Lao Yang fez pouco caso, franzindo os lábios, mas de repente arregalou os olhos: “Ei, espera lá, estamos indo pro lado errado, tem farmácia perto da delegacia, pra que dar essa volta? Chang An, vou logo avisando, não entro na loja daquela mulher, mesmo que você me leve até lá, não saio do carro!”

Chang An riu, sem responder.

Dez minutos depois, numa clínica de ervas medicinais em Xizhimen.

Lao Yang estava deitado de bruços num sofá-cama, espiando de canto a bela mulher que preparava o bálsamo, resmungando: “Não fui eu quem quis vir, foi o Chang An que me arrastou pra cá...”

A mulher, de cerca de quarenta anos, ostentava ainda traços de elegância apesar dos sinais do tempo.
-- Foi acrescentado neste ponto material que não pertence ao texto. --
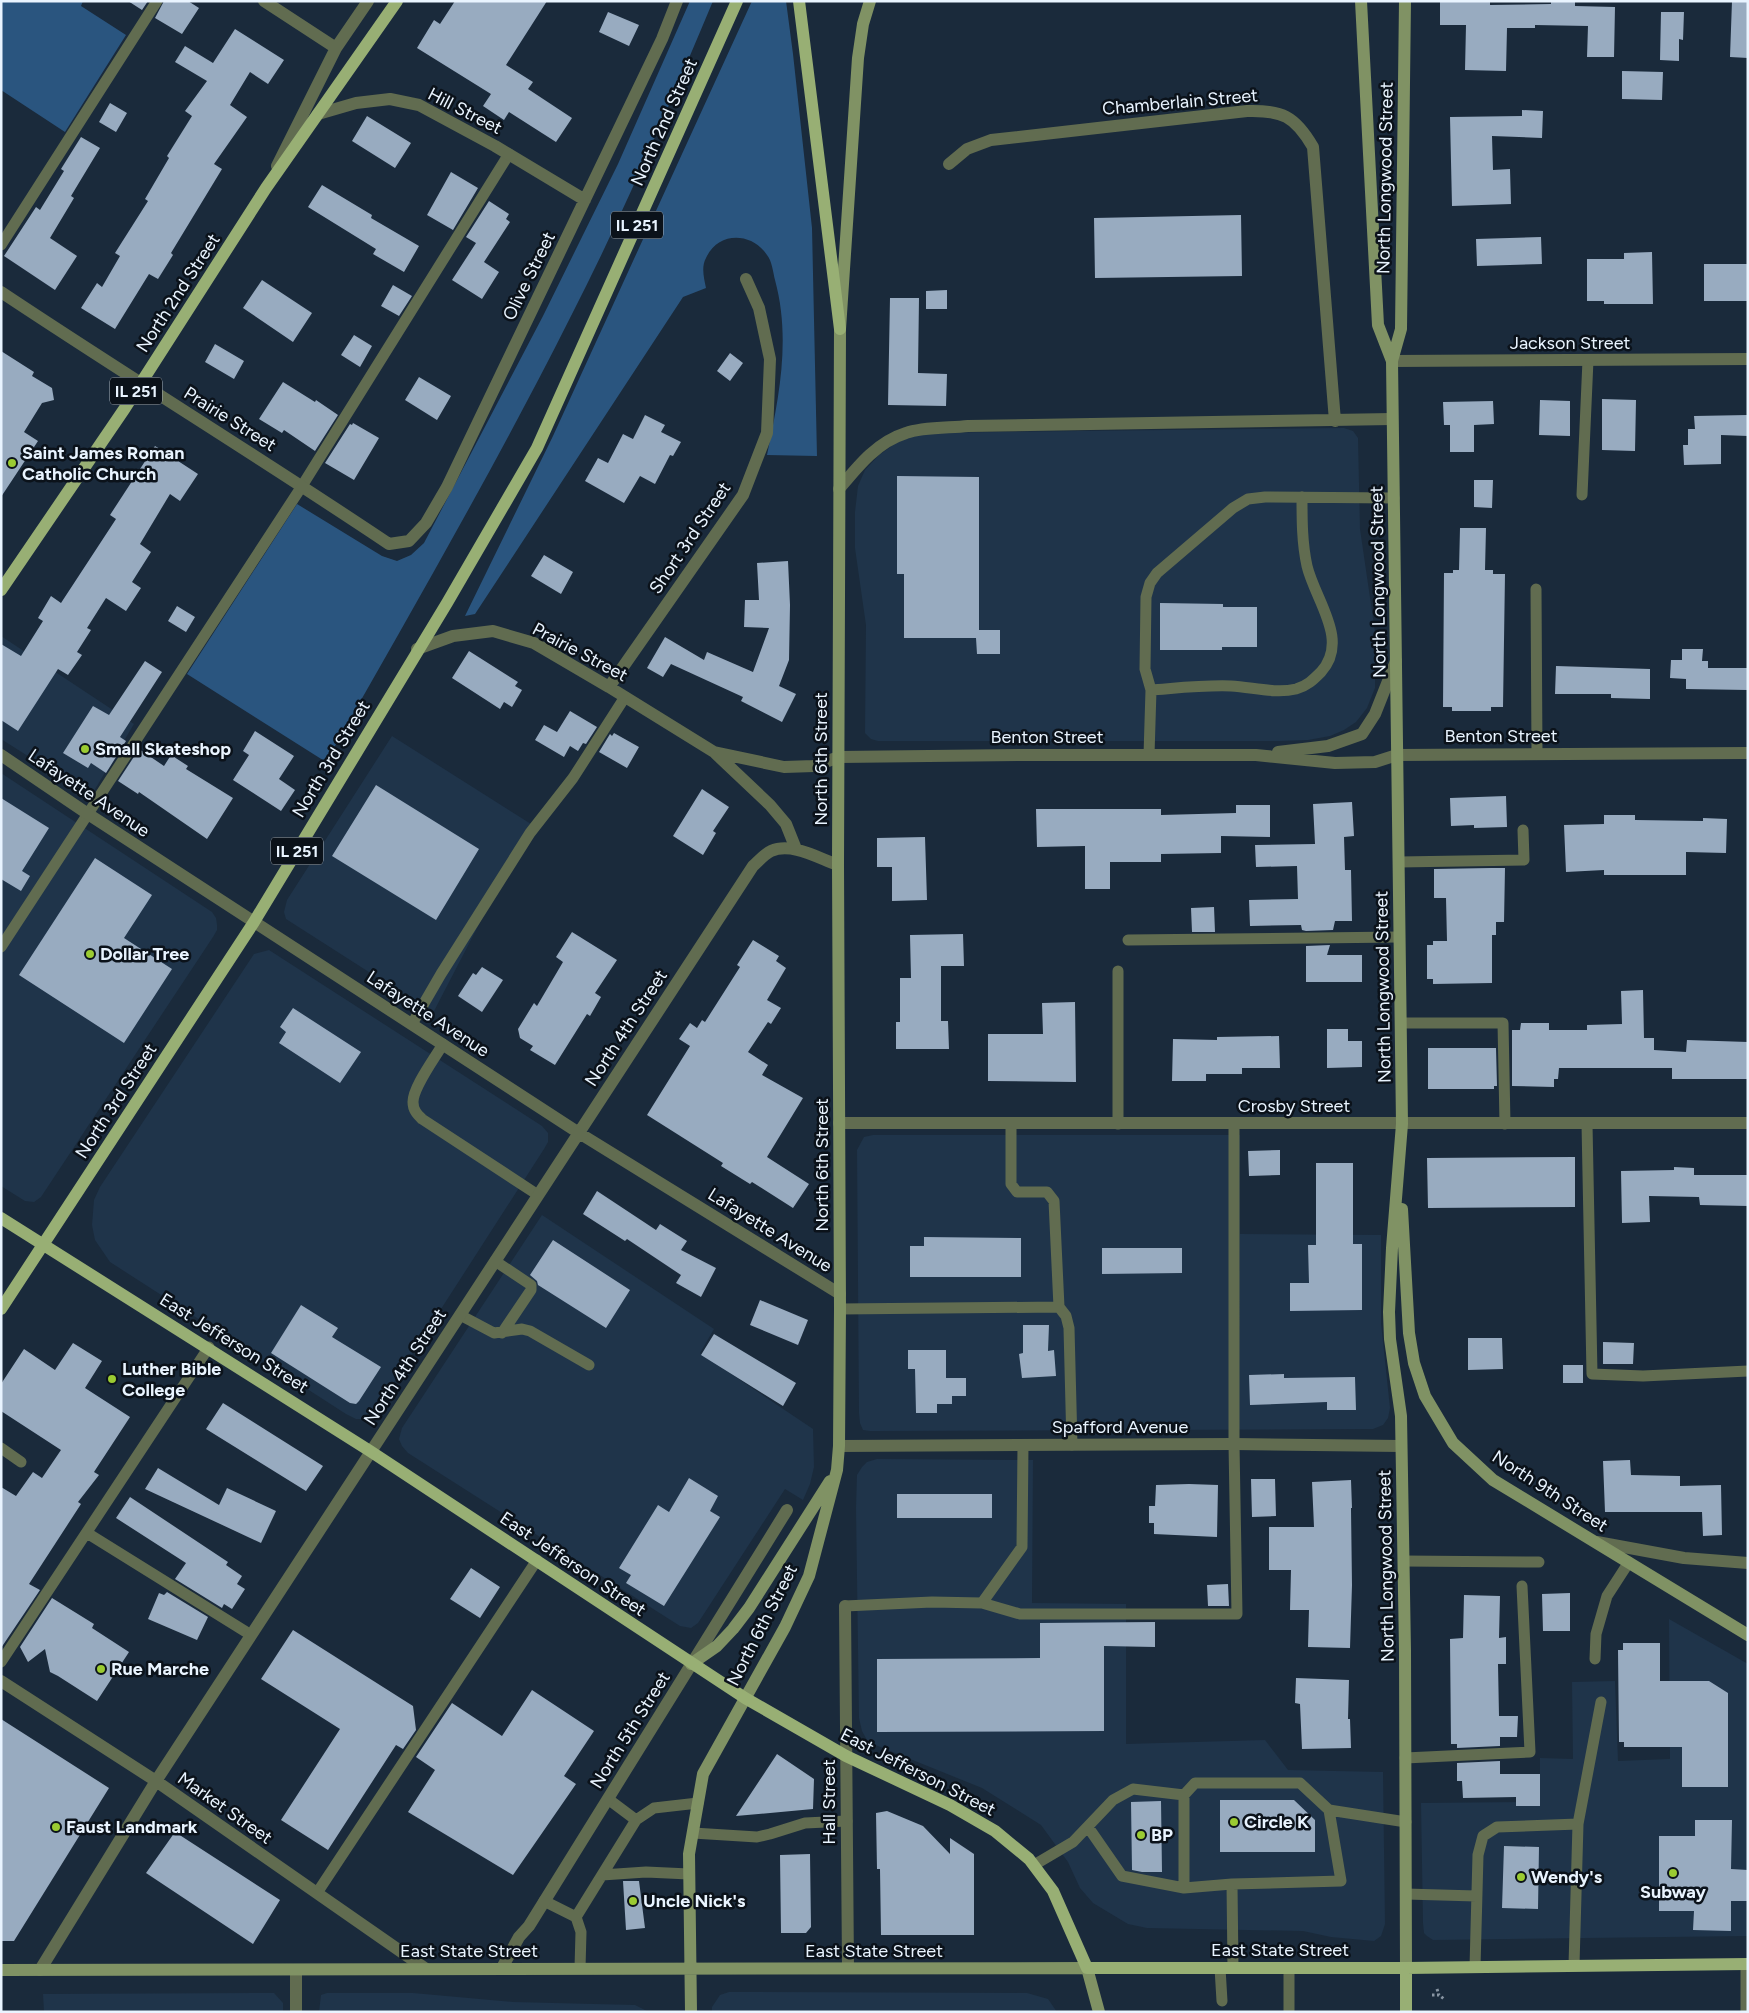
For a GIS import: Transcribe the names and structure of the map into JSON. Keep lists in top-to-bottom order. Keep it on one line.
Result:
{"streets":{"main road":["North 2nd Street","North Longwood Street","IL 251","North 3rd Street","North 6th Street","East Jefferson Street","North 9th Street","East State Street"],"street":["Chamberlain Street","Hill Street","Olive Street","Jackson Street","Prairie Street","Short 3rd Street","Benton Street","Lafayette Avenue","North 4th Street","Crosby Street","Spafford Avenue","North 5th Street","Hall Street","Market Street"]},"crossings":[["Hill Street","North 2nd Street"],["Hill Street","Olive Street"],["North 2nd Street","Prairie Street"],["North 2nd Street","North 3rd Street"],["North Longwood Street","Jackson Street"],["North Longwood Street","Benton Street"],["North Longwood Street","Crosby Street"],["North Longwood Street","Spafford Avenue"],["North Longwood Street","North 9th Street"],["North Longwood Street","East State Street"],["Olive Street","Prairie Street"],["Prairie Street","Short 3rd Street"],["Prairie Street","Benton Street"],["Prairie Street","North 3rd Street"],["Prairie Street","North 6th Street"],["Prairie Street","North 4th Street"],["Benton Street","North 6th Street"],["North 3rd Street","Lafayette Avenue"],["North 3rd Street","East Jefferson Street"],["North 6th Street","Lafayette Avenue"],["North 6th Street","North 4th Street"],["North 6th Street","Crosby Street"],["North 6th Street","East Jefferson Street"],["North 6th Street","Spafford Avenue"],["North 6th Street","East State Street"],["Lafayette Avenue","North 4th Street"],["North 4th Street","East Jefferson Street"],["North 4th Street","Market Street"],["North 4th Street","East State Street"],["East Jefferson Street","North 5th Street"],["East Jefferson Street","Hall Street"],["East Jefferson Street","East State Street"],["North 5th Street","East State Street"],["Hall Street","East State Street"],["Market Street","East State Street"]],"places":["Saint James Roman Catholic Church","Small Skateshop","Dollar Tree","Luther Bible College","Rue Marche","Circle K","Faust Landmark","BP","Subway","Wendy's","Uncle Nick's"]}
Habilidosa, aplicou o bálsamo na região lombar de Lao Yang e começou a massagear, sorrindo: “Já sei, você é o mais orgulhoso de todos!”

Lao Yang, de olhos fechados, relaxava, até que sentiu uma pontada aguda nas costas e gritou: “Ei, pega leve! Quase quebrou meus ossos!”

A mulher imediatamente aliviou um pouco a pressão, mas retrucou: “Minha mão é forte mesmo, não tem como ser mais leve... Quando a circulação melhora, a dor passa. Assim que eu acabar, não dói mais. Você, homem feito, não aguenta um pouco de dor?”

Lao Yang respondeu entre caretas: “Qualquer homem com a cintura torcida não aguentaria uma massagem dessas! Shen Cui’er, não temos nenhum problema entre nós, brigamos só um pouco outro dia, mas não é caso de você me quebrar toda vez que a gente se encontra, né? No ano dois mil, quando sua família teve problemas, fui eu quem te ajudou a resolver tudo...”

Shen Cui havia trabalhado em hospital, mas após o marido cometer suicídio devido a um episódio de agressão hospitalar, ela pediu demissão e abriu uma pequena clínica de ervas em Xizhimen, onde conseguia se manter. Com o passar dos anos, superou o passado e desenvolveu carinho por Lao Yang, sempre cuidando dele com dedicação. Ele, por sua vez, sentia-se responsável pela filha doente e nunca aceitou se envolver com ela. Dias atrás, chegaram a discutir por isso, e Lao Yang jurou nunca mais aparecer na clínica dela, dizendo que, se voltasse atrás, seria um cachorro.

Shen Cui não deu importância àquelas palavras. Agora, ao ouvir Lao Yang relembrar o passado, desviou logo o assunto: “Se até eu, mulher, não fico remoendo o que passou, por que você insiste nisso? Deixa pra lá. E hoje, o que houve? Braço todo roxo, cintura torcida, entrou em briga?”

Lao Yang suspirou: “Fui ajudar Chang An a capturar uma pessoa, mas o inimigo era muito esperto! E o pior é que o Chang An se faz de misterioso, não diz quem era, me deixa inquieto... Você que vê de fora, o que acha, quem pode ser?”

Shen Cui ouviu toda a história, franziu a testa e murmurou: “Será que tem a ver com aquele caso?”

Lao Yang se sentou de repente, esquecendo-se da dor, olhou surpreso para Shen Cui e exclamou: “Não pode ser, será?”